_Task details_
Within the data, how many lines hold the word "const"? Answer with nothing but the number.

(Recorded data)
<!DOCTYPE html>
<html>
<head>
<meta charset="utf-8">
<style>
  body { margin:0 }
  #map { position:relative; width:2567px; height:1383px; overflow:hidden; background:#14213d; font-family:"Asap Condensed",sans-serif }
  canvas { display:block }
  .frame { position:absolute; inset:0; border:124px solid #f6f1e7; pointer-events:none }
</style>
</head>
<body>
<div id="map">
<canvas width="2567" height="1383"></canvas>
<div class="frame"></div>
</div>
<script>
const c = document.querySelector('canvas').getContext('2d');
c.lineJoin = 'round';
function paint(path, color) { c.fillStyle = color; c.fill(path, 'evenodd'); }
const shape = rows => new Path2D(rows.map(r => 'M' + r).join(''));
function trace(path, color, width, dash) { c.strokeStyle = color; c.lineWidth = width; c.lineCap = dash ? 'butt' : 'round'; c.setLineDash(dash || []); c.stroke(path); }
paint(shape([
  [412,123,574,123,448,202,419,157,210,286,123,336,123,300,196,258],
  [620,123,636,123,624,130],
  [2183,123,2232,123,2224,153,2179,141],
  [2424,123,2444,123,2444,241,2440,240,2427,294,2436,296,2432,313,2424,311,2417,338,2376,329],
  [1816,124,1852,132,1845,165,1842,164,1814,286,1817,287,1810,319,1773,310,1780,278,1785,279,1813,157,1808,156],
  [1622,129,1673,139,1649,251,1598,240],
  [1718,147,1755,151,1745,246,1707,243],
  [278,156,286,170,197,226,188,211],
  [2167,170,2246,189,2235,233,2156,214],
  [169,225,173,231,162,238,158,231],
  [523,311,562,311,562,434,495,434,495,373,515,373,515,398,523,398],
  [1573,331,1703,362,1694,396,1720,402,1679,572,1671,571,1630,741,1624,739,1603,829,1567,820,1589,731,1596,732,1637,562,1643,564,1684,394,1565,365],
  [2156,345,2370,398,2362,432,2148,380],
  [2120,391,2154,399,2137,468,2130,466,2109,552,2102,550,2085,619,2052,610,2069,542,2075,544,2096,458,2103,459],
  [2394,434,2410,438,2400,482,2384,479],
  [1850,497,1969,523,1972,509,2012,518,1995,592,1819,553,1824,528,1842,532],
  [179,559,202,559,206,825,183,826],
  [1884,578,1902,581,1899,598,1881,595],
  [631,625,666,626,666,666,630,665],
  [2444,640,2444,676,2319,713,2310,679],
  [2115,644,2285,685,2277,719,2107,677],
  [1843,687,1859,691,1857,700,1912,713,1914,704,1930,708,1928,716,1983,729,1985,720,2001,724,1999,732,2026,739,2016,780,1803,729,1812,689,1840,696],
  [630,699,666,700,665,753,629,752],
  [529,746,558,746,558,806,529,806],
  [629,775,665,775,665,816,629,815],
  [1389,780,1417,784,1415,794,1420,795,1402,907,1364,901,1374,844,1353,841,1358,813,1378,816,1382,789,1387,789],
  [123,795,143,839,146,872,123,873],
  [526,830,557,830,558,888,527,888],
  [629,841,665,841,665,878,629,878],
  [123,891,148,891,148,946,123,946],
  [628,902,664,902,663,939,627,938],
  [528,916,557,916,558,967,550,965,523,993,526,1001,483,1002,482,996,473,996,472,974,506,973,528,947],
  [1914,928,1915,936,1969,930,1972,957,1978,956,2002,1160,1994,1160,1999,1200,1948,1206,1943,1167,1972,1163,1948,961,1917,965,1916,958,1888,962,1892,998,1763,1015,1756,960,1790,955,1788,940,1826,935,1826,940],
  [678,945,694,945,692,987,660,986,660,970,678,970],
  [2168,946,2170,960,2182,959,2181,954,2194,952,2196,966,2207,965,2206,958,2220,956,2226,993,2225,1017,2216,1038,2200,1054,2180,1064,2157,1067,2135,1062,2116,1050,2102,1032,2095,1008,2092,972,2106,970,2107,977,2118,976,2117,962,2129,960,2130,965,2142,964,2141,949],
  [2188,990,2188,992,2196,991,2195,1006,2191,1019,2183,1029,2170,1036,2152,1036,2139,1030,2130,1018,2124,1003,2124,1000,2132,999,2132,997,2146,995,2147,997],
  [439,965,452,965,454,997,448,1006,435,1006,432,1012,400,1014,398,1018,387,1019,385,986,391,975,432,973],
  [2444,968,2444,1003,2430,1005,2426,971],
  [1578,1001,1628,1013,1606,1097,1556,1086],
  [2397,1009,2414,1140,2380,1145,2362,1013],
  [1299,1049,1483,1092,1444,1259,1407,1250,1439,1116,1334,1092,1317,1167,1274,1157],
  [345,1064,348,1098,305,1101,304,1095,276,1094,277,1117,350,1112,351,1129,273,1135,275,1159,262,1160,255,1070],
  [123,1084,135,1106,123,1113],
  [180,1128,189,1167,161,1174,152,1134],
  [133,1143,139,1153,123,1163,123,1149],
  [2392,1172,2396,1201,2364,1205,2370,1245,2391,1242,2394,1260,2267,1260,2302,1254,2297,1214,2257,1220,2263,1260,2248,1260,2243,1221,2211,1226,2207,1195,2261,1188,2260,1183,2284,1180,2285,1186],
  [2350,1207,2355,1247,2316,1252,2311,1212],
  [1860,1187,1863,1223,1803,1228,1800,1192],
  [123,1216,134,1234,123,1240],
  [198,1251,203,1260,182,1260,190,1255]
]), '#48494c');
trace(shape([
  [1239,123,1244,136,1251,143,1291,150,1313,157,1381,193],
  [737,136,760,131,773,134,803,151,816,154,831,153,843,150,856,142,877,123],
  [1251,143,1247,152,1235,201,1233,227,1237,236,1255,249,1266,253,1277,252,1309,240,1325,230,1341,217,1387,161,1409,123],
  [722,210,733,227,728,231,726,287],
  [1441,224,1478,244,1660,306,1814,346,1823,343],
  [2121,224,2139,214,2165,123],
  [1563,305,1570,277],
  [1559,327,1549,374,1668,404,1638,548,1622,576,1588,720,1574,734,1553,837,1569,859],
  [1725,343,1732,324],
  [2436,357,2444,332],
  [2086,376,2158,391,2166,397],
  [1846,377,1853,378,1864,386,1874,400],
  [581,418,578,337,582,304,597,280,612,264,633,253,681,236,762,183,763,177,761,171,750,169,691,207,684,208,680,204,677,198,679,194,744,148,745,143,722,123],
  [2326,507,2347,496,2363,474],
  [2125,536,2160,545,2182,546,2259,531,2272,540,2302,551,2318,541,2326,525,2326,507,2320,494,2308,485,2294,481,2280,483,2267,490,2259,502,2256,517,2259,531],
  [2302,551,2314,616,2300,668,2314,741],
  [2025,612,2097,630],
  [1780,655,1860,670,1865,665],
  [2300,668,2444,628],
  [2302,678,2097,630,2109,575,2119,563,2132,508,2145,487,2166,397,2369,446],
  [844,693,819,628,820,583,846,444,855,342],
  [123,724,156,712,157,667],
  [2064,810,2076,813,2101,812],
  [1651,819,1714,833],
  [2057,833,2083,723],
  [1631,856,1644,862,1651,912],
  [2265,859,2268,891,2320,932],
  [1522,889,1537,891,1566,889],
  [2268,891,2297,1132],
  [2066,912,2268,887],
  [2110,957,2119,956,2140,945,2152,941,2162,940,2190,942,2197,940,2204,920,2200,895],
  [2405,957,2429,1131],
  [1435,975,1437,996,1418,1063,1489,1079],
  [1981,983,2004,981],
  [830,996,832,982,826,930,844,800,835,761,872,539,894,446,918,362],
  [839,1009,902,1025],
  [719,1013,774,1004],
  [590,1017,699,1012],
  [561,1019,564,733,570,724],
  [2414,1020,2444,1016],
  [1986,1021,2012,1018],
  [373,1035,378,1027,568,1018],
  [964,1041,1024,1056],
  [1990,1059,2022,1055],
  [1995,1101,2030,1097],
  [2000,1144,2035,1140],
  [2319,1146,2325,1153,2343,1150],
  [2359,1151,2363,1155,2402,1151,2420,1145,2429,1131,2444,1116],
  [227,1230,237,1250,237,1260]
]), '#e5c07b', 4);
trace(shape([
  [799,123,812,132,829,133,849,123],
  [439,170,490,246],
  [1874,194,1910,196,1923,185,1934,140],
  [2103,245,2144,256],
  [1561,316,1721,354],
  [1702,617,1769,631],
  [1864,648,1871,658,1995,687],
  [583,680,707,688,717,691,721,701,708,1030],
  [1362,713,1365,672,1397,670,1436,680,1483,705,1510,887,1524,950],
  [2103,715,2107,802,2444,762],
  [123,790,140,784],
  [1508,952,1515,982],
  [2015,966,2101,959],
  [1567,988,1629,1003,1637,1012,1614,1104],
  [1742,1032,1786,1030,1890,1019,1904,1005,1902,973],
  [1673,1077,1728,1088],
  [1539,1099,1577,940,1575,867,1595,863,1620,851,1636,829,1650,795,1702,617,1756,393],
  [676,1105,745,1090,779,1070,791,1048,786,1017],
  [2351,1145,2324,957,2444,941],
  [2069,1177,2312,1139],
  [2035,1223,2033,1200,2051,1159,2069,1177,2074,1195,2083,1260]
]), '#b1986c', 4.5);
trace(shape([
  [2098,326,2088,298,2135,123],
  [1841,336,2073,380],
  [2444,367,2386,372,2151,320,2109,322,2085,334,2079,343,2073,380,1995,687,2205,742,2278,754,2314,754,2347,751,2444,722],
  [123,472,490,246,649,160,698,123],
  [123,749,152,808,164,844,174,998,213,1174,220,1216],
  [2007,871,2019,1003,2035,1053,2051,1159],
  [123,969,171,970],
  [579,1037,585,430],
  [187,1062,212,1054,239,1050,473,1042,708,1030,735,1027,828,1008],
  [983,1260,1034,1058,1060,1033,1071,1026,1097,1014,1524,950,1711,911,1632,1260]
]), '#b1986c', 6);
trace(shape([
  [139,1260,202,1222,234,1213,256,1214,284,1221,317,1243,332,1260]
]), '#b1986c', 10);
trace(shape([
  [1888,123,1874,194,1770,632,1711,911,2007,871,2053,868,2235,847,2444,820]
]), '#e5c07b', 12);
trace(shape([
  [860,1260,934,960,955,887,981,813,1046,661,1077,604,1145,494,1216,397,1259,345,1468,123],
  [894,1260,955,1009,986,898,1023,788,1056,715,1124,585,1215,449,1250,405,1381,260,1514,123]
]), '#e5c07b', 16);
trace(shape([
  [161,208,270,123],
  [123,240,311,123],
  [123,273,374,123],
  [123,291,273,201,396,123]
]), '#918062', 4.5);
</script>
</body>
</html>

_Written solution_
2